You will see that a number of layers are listed as being contained in the drawing, but only the one called ROAD is actually checked to indicate that it will be imported. The other layers have been turned off and/or frozen by the CAD operator as I suggested above.Now that you have something to process, you need to give some more consideration to the fields at the top of this screen.
It is a good idea to start the point numbering for these new points at a ‘distinct’ number which is either an even hundred or an even thousand for ease of manipulation. Here I suggest that you start from 1000, so enter it in the relevant field.
You need to enter a string folder to store the strings in, and a number to start from, and in this case a folder of ‘dwg’ and a number of 1 will suffice.
Note: future releases will automatically assign strings to folders with the name of the layer the strings came from, but please enter the folder name to allow them all to be stored together for the time being.
Press the Save button and you will find that CDS reads through the drawing again, and this time stores the points and strings into your job.

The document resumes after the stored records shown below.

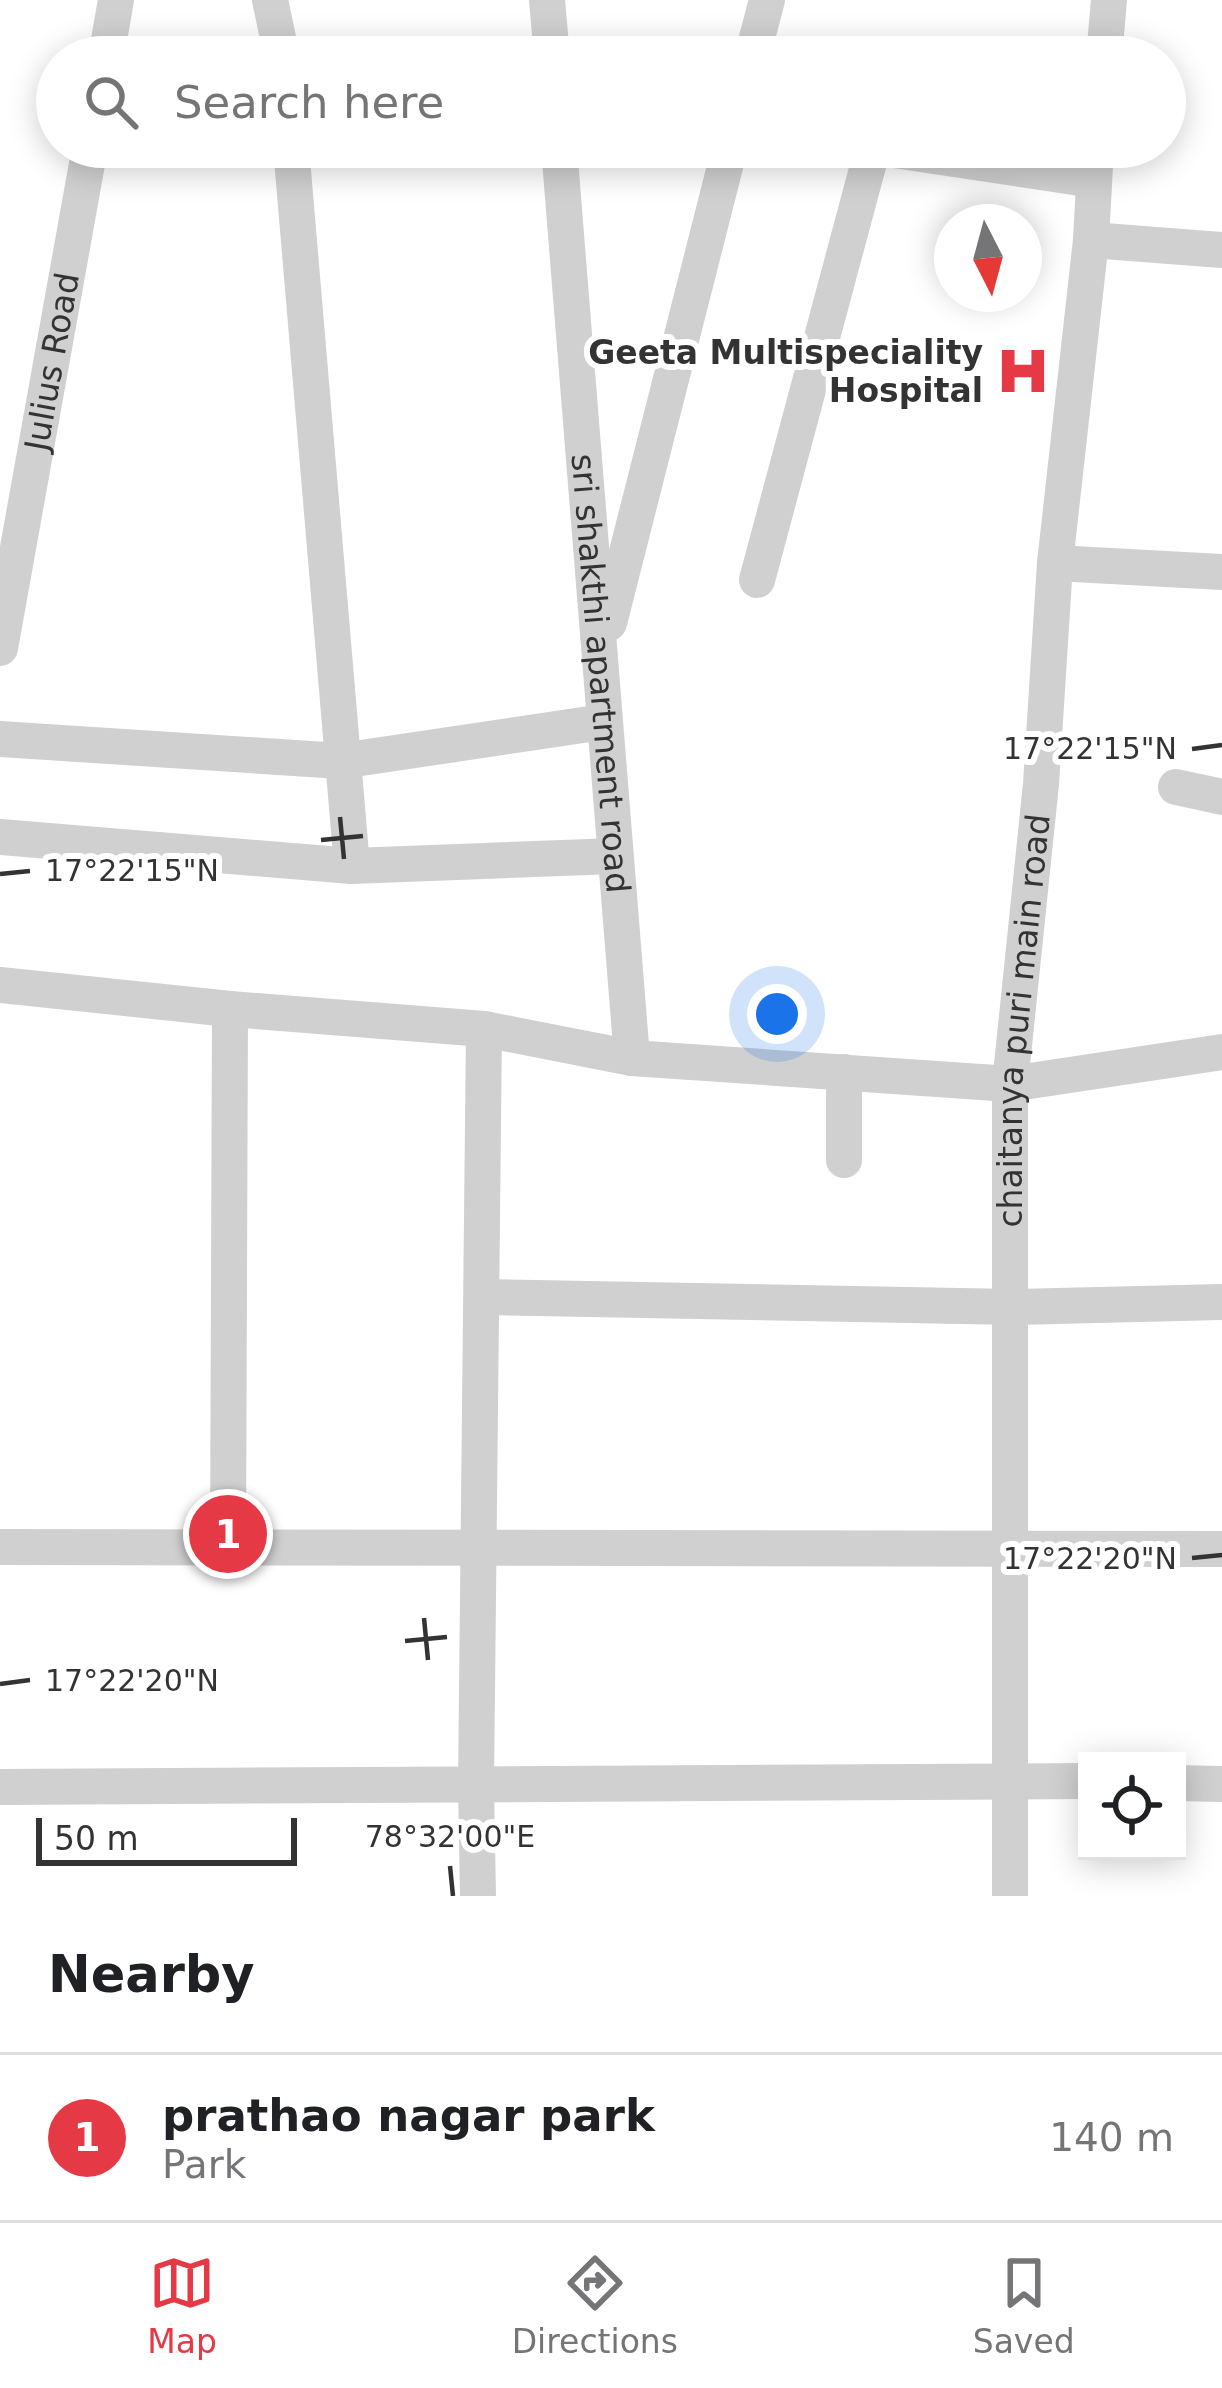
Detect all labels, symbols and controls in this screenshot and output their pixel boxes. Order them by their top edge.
search box [36,36,1186,168]
icon: search [78,69,144,135]
text: Search here [174,76,444,129]
north arrow [934,204,1042,312]
street label: Julius Road [16,269,87,456]
place label: Geeta Multispeciality Hospital [588,333,983,410]
hospital icon: Geeta Multispeciality Hospital [994,342,1052,400]
street label: sri shakthi apartment road [564,452,638,894]
text: 17°22'15"N [1003,731,1177,766]
street label: chaitanya puri main road [991,812,1058,1228]
text: 17°22'15"N [45,853,219,888]
your location [747,984,807,1044]
pin: 1 [189,1489,267,1579]
text: 17°22'20"N [1003,1541,1177,1576]
text: 17°22'20"N [45,1663,219,1698]
map controls [1078,1752,1186,1860]
button: locate [1078,1752,1186,1860]
scale bar [36,1812,297,1865]
text: 50 m [54,1819,139,1858]
text: 78°32'00"E [365,1819,535,1854]
text: Nearby [48,1945,255,2004]
text: prathao nagar park [162,2089,655,2142]
text: 1 [73,2115,101,2160]
text: 140 m [1049,2115,1174,2160]
text: Park [162,2142,246,2187]
tab: Map [147,2250,217,2361]
tab: Directions [512,2250,678,2361]
tab: Saved [973,2250,1075,2361]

Once the screen re-appears, press the F8 key to turn off the triangles, and the F7 key to turn off the contours and you should be able to see the outline of a cul-de sac.
Now select the Layers icon on the toolbar, (or use the F10 key) to access the layers screen, and turn off all layers except ROAD, which is the layer you imported from the drawing.The screen should now appear as seen at right, and you can see a clearer picture of the strings and points you have imported.
If you look closely at the points, you will see that a number of them appear to be overwritten, and this is due to the ‘duplicate’ points which are often created in CAD packages.
Removing Duplicate Points
Pull down the Options Menu, select QA Routines and then select Filter Duplicate Coordinates.
The screen will be similar to that adjacent, and you need to uncheck the box ‘Keep Points Used in Strings, since all of the offending points in this case are in strings.
Next you should check the button titled Delete Higher numbered one, since this is the most effective method of dealing with CAD induced duplicates.
Press the OK button and the program will go about its task.
Once this is completed, you will see that the strings remain in place, but the ‘double’ points have disappeared.
You can now use these strings to interpolate profiles and sections across the surface.